The plant will need to import 4.72 million tons of coal per year. This massive freight will need about 59 ships each having 80,000-ton capacity that would be taken to the port on the bank of the river Poshur. The 40-kilometer waterway from the port to the plant winds through the Sundarbans. The very traffic through the mangrove could trigger a range of disasters for the area. There has already been an environmental disaster when an oil tanker carrying furnace oil, collided with a cargo vessel late last year. Within a week of the accident, the oil spill spread over 350 square kilometres in the Sundarbans, and threatened trees, plankton, fish and even dolphins, not to mention the damage it did to the whole mangrove ecosystem. Environmentalists say the coal-carrying vehicles which shall power the proposed Rampal power plant, are often not covered and scatter large amounts of fly ash, coal dust and sulfur.
From the scanty information available about the project scientists also presume it will possibly use deep tubewells to draw an estimated 25,000 cubic meters of water a day, required for the thermal generation. Extraction of such a volume of water every day will certainly cause the groundwater level to drop, bringing in fresh threats of disaster.

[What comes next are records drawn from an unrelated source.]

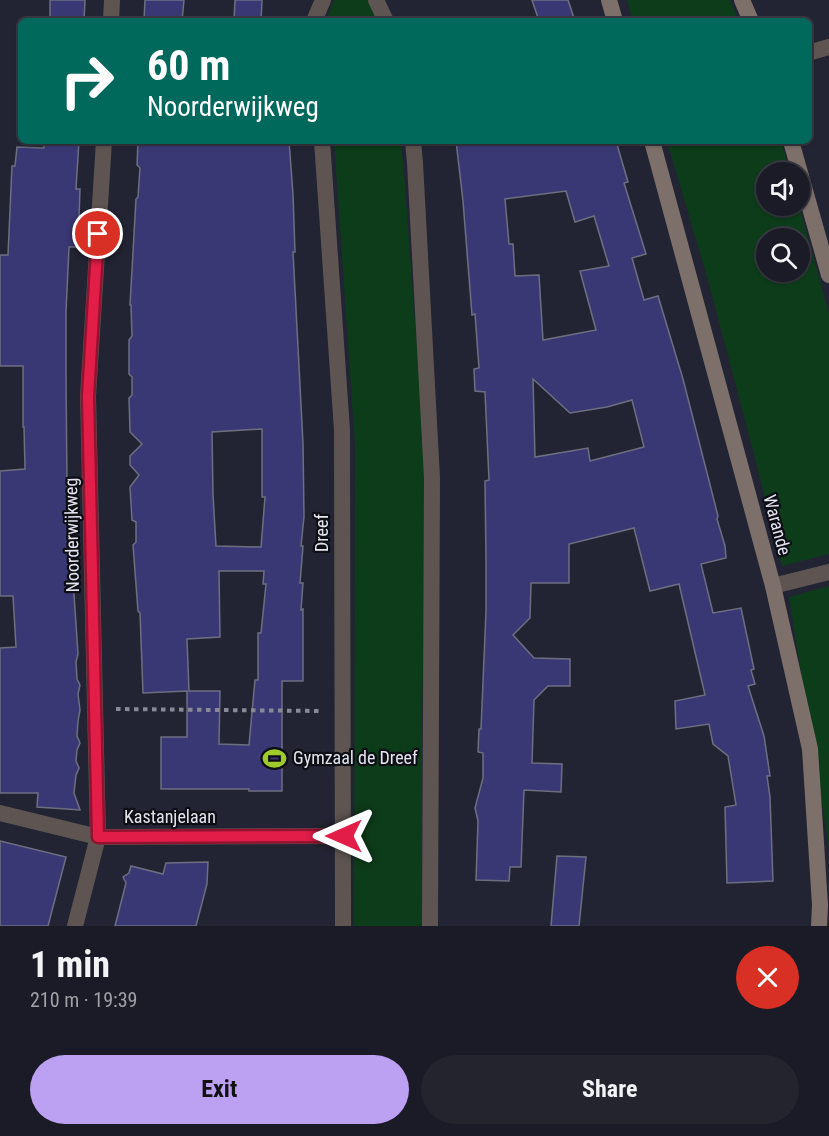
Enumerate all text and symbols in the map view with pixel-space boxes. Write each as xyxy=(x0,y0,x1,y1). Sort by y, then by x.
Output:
text: 60 m xyxy=(147,41,230,90)
icon: right xyxy=(48,42,126,120)
text: Noorderwijkweg xyxy=(147,91,319,123)
map controls xyxy=(756,162,810,282)
button: sound xyxy=(756,162,810,216)
pin xyxy=(72,208,123,259)
icon: arrive xyxy=(81,217,114,250)
button: search xyxy=(756,228,810,282)
street label: Noorderwijkweg xyxy=(60,478,83,592)
street label: Warande xyxy=(759,492,796,557)
street label: Dreef xyxy=(311,514,332,552)
sports icon: Gymzaal de Dreef xyxy=(262,745,288,771)
place label: Gymzaal de Dreef xyxy=(293,747,418,768)
position arrow xyxy=(312,804,376,868)
street label: Kastanjelaan xyxy=(124,806,216,827)
text: 1 min xyxy=(30,944,110,986)
button: close xyxy=(736,946,799,1009)
text: 210 m · 19:39 xyxy=(30,988,137,1012)
button: Exit xyxy=(30,1055,409,1124)
button: Share xyxy=(421,1055,799,1124)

More alarmingly, the relatively hotter wastewater from the plant — treated or not – will be dumped into the river, threatening all aquatic life form in the vicinity and far away places.
Socially the project is set to cause havoc too. Displaced villagers, mainly dependent on agriculture, have already lost their dependency on farming. The impact will definitely reflect on the internal migration issue.
Now let’s look into what our heritage, the Sundarbans, has reserved for us for centuries. The exceptional biodiversity of the Sundarbans makes it the pride of the entire humanity. The Sundarbans is home to a wide range of flora and fauna, including the Bengal Tiger, 260 bird species, estuarine crocodile, spotted deer, the python and many other animals. The forest is a major player in the continual ecological processes such as monsoon rains, flooding, delta formation, tidal influence and plant colonisation. The Sundarbans is crisscrossed by a formidable network of tidal waterways, mudflats and small islands of salt-tolerant mangrove forests.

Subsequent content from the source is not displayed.